→ Directions: The lines needed are those below that contain the word "Order"; copy each one.

→ Extracted records:
____

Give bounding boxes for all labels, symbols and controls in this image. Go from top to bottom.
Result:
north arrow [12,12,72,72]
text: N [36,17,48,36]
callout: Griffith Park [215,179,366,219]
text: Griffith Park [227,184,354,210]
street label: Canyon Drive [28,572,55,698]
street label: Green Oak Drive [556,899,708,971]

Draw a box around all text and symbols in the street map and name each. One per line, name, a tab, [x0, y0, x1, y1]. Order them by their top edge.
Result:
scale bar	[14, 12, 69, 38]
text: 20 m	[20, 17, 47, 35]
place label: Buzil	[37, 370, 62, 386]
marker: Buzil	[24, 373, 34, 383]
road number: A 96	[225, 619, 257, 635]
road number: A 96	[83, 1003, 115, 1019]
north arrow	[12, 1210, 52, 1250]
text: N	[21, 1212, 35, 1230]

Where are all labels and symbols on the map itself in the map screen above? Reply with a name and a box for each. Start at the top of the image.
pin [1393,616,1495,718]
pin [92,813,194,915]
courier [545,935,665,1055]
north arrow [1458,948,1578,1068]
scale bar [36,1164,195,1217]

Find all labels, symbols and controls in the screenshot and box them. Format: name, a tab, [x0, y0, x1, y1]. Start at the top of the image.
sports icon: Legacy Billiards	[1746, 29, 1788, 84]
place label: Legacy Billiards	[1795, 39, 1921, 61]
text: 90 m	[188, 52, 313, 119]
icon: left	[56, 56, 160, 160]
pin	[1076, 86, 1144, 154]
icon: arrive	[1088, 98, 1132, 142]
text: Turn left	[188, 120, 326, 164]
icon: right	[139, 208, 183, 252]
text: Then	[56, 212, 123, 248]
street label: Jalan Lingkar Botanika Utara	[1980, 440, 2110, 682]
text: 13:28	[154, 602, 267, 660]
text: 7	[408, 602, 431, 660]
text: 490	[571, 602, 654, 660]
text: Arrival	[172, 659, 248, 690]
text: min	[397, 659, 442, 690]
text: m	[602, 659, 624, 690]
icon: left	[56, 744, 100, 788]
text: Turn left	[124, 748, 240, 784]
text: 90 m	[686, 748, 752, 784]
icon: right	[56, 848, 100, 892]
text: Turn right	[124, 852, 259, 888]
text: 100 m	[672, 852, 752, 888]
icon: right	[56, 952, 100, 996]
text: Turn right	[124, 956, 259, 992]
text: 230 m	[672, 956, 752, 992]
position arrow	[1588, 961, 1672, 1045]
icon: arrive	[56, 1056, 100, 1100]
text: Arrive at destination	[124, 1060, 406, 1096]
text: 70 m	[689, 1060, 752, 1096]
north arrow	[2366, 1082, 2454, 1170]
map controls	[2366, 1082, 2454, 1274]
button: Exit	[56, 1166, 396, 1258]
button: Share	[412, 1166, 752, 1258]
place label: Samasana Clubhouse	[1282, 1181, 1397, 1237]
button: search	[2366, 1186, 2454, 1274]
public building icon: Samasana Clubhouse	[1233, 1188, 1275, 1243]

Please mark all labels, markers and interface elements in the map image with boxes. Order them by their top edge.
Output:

____

→ Output for this task:
Draw a box around all text and symbols in the street map and name each. One per line, name, a tab, [x0, y0, x1, y1]. Order them by their top edge.
Please mark all labels, markers and interface elements in the map image with boxes. Order them by their top edge.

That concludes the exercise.